What the exercise asks
Your answer should be every line of the entries that has the string "linejoin" in it.

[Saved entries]
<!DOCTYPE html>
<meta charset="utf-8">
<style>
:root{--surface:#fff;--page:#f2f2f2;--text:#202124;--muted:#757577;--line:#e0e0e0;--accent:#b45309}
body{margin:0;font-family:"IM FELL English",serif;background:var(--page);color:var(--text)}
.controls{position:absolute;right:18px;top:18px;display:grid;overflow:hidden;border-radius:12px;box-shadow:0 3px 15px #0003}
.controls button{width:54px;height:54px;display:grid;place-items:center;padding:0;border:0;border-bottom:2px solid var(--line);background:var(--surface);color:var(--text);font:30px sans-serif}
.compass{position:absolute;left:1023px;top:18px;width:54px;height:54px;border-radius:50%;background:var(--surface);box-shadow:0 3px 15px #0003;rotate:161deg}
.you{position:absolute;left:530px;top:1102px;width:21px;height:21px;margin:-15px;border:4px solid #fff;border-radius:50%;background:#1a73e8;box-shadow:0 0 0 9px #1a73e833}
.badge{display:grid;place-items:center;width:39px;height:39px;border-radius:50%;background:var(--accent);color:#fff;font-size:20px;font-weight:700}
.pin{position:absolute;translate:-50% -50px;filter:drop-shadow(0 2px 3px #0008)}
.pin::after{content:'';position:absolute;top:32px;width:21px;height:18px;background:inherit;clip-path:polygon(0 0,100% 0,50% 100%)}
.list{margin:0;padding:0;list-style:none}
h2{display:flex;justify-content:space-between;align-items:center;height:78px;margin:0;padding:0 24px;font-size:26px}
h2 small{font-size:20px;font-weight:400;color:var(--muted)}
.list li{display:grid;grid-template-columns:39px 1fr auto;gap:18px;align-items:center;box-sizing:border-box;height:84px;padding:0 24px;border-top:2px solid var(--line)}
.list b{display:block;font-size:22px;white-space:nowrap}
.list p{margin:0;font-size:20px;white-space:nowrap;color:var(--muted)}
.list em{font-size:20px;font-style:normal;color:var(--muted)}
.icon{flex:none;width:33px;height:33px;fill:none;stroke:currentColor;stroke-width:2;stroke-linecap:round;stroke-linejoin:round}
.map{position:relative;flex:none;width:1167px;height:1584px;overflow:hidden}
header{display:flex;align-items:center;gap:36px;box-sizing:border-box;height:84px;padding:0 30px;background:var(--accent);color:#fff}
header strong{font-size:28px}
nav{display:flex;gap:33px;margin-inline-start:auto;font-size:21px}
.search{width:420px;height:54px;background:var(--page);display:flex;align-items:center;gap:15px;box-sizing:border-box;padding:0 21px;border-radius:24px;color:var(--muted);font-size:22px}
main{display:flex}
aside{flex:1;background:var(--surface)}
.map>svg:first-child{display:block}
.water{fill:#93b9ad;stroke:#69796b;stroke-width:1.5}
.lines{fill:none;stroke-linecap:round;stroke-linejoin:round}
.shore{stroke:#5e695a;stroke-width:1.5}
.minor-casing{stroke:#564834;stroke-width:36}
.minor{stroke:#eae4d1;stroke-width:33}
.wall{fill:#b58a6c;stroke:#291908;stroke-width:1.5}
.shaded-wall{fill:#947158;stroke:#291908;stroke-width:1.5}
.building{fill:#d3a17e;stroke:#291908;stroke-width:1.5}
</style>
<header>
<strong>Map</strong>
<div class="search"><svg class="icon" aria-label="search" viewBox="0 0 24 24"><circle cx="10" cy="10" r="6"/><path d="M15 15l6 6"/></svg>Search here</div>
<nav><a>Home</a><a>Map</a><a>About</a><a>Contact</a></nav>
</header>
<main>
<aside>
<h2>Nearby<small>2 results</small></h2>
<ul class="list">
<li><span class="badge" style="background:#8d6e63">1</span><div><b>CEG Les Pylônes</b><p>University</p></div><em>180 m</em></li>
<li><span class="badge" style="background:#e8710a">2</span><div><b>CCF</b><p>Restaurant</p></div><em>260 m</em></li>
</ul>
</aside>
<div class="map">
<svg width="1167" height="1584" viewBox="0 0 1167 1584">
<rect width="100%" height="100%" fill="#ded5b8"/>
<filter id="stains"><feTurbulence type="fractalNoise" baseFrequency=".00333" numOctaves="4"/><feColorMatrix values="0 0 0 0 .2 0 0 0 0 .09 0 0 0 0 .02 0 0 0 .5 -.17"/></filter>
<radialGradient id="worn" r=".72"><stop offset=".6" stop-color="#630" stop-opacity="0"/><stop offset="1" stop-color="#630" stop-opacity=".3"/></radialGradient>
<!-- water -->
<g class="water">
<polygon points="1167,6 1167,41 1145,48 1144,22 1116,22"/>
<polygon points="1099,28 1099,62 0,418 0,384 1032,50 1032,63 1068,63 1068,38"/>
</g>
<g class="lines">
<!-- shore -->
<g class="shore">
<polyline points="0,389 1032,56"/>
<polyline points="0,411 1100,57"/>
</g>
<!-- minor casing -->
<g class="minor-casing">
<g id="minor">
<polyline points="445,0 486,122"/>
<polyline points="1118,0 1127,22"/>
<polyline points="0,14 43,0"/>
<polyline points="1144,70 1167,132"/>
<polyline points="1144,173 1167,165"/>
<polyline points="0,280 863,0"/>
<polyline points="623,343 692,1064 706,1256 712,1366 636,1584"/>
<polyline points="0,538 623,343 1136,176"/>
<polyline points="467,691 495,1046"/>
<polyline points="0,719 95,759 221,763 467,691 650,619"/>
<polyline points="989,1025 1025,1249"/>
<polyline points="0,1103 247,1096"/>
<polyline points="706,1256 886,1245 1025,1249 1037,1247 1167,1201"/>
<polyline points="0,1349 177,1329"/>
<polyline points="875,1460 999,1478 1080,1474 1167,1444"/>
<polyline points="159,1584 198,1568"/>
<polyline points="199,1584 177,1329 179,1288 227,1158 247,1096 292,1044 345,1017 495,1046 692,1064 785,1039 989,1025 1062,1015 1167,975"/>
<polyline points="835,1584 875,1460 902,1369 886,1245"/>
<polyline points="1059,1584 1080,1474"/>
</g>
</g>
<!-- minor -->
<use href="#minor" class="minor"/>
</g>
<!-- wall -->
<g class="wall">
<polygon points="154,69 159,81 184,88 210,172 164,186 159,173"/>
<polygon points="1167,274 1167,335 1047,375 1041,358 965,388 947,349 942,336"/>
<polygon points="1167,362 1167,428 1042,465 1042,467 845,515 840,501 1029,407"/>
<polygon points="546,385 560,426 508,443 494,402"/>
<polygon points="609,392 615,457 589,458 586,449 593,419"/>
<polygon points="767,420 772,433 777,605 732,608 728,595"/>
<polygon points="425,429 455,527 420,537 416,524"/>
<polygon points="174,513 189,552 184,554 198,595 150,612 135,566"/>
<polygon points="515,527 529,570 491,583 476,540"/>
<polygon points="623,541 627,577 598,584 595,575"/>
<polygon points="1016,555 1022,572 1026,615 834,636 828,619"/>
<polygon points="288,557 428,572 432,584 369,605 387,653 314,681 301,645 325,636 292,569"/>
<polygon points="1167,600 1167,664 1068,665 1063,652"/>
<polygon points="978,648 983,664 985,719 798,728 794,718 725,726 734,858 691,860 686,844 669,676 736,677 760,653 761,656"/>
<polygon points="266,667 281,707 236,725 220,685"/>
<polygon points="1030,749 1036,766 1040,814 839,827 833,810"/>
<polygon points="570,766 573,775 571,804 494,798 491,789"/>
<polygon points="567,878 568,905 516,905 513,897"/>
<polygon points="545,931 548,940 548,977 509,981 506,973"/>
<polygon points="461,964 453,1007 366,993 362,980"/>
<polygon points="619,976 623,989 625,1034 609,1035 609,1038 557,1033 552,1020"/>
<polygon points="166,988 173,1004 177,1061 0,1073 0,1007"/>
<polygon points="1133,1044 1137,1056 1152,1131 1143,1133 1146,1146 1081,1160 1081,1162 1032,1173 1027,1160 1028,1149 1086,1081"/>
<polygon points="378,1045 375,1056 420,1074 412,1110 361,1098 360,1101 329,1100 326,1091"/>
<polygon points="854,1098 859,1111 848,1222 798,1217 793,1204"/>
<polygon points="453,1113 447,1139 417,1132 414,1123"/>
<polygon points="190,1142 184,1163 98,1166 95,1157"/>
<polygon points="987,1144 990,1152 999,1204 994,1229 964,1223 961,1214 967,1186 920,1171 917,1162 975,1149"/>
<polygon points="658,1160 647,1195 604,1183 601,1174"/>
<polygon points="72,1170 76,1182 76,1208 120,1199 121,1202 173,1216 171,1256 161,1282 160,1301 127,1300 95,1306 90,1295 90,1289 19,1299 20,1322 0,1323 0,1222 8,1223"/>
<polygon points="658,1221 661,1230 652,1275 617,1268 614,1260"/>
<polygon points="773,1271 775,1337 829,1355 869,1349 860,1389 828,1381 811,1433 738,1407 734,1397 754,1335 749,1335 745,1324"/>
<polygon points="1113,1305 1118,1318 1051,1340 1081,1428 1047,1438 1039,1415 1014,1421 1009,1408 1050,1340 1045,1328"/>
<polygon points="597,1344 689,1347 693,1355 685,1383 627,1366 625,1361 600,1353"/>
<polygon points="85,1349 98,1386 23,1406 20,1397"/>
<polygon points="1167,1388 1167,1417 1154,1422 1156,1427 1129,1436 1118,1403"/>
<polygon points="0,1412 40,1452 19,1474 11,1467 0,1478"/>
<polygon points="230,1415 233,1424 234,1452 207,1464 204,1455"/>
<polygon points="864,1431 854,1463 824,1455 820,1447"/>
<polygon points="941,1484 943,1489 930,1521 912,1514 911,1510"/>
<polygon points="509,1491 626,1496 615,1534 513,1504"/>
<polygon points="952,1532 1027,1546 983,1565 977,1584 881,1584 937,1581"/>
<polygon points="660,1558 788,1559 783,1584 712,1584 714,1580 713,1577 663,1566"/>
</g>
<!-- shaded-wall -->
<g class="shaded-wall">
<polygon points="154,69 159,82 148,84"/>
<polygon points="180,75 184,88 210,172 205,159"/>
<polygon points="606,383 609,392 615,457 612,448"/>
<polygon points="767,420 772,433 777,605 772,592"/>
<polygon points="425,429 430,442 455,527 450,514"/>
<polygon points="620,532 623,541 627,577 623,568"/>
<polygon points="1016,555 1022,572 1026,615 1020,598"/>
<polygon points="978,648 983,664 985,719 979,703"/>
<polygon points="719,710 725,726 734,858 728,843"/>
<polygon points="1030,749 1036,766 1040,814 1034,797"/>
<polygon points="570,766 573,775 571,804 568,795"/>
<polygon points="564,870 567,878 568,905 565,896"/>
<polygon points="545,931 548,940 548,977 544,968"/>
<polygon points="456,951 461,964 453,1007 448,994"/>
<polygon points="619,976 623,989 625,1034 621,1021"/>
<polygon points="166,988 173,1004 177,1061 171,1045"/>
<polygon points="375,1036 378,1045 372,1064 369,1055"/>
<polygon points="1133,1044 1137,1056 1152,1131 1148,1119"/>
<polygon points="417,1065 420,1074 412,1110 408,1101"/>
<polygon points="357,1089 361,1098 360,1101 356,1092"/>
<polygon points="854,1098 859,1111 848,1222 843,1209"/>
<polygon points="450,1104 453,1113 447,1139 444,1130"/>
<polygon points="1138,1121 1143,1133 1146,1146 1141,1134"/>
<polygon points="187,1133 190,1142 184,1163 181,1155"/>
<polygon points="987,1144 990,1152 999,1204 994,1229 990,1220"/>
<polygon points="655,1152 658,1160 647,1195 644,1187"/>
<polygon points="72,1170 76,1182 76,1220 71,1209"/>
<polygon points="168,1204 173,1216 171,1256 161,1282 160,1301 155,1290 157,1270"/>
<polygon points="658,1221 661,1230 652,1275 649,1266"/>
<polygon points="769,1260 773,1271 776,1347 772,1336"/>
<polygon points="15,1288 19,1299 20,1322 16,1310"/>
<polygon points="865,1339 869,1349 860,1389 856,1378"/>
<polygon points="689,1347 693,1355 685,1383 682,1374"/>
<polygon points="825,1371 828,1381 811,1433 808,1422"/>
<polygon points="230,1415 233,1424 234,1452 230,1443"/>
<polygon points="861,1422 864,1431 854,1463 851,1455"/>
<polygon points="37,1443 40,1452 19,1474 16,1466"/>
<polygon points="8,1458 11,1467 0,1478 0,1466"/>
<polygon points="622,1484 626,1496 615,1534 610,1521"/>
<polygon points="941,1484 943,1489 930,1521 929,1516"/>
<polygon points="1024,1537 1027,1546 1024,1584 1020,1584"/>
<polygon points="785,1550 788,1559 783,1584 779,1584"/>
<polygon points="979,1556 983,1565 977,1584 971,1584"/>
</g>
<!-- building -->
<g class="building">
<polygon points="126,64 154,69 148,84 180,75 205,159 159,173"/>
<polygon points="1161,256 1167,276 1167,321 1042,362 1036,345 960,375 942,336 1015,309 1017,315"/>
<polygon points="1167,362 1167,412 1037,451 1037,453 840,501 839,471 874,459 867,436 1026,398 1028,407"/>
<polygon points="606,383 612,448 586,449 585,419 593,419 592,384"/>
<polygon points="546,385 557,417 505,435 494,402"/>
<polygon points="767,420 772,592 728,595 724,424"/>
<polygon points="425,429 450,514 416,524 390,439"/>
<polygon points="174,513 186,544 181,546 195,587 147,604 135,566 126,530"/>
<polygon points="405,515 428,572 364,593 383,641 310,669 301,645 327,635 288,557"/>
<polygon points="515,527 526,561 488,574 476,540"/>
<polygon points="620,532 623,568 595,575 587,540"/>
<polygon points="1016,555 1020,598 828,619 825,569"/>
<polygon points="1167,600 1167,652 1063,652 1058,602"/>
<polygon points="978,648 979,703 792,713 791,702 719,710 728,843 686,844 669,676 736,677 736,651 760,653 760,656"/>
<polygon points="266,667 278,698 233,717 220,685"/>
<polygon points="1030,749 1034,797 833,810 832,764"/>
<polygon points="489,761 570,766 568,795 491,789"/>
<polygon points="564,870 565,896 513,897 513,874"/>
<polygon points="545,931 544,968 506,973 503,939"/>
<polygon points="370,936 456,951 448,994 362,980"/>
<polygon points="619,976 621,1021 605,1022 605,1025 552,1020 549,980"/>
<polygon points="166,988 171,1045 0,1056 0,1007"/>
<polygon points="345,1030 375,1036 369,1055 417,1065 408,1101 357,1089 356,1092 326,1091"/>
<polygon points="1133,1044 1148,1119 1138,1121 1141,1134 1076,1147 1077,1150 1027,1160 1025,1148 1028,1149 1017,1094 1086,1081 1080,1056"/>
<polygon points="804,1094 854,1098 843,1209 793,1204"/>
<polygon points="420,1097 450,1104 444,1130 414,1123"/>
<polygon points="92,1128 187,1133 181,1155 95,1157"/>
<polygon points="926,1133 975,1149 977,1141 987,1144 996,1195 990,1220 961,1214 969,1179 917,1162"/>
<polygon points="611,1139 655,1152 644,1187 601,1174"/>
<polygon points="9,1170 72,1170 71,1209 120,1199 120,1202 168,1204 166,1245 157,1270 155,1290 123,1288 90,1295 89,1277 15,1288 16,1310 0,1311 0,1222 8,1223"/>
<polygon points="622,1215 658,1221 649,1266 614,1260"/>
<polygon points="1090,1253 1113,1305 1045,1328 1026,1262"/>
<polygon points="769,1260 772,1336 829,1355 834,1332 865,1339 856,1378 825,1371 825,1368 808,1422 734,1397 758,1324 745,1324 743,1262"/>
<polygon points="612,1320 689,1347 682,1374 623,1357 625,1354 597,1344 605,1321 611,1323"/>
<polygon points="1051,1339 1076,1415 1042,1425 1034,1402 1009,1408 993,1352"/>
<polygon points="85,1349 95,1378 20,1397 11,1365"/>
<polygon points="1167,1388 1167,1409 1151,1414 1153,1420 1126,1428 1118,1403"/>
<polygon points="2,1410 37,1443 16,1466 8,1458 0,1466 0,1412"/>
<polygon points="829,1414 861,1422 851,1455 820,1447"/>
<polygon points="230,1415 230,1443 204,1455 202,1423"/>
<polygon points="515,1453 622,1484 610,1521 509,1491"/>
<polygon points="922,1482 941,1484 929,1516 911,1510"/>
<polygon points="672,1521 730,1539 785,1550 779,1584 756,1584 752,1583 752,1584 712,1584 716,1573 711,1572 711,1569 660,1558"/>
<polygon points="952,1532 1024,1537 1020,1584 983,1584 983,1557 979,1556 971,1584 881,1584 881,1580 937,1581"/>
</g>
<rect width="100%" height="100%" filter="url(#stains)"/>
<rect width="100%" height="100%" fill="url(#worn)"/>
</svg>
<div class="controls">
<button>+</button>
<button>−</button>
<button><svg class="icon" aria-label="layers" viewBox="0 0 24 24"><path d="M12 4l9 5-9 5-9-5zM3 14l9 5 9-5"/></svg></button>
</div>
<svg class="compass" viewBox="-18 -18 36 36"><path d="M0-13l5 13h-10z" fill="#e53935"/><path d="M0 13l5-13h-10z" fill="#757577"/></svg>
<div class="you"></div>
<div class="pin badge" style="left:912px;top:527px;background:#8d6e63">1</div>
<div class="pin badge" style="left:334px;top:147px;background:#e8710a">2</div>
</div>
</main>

Response to this exercise
.icon{flex:none;width:33px;height:33px;fill:none;stroke:currentColor;stroke-width:2;stroke-linecap:round;stroke-linejoin:round}
.lines{fill:none;stroke-linecap:round;stroke-linejoin:round}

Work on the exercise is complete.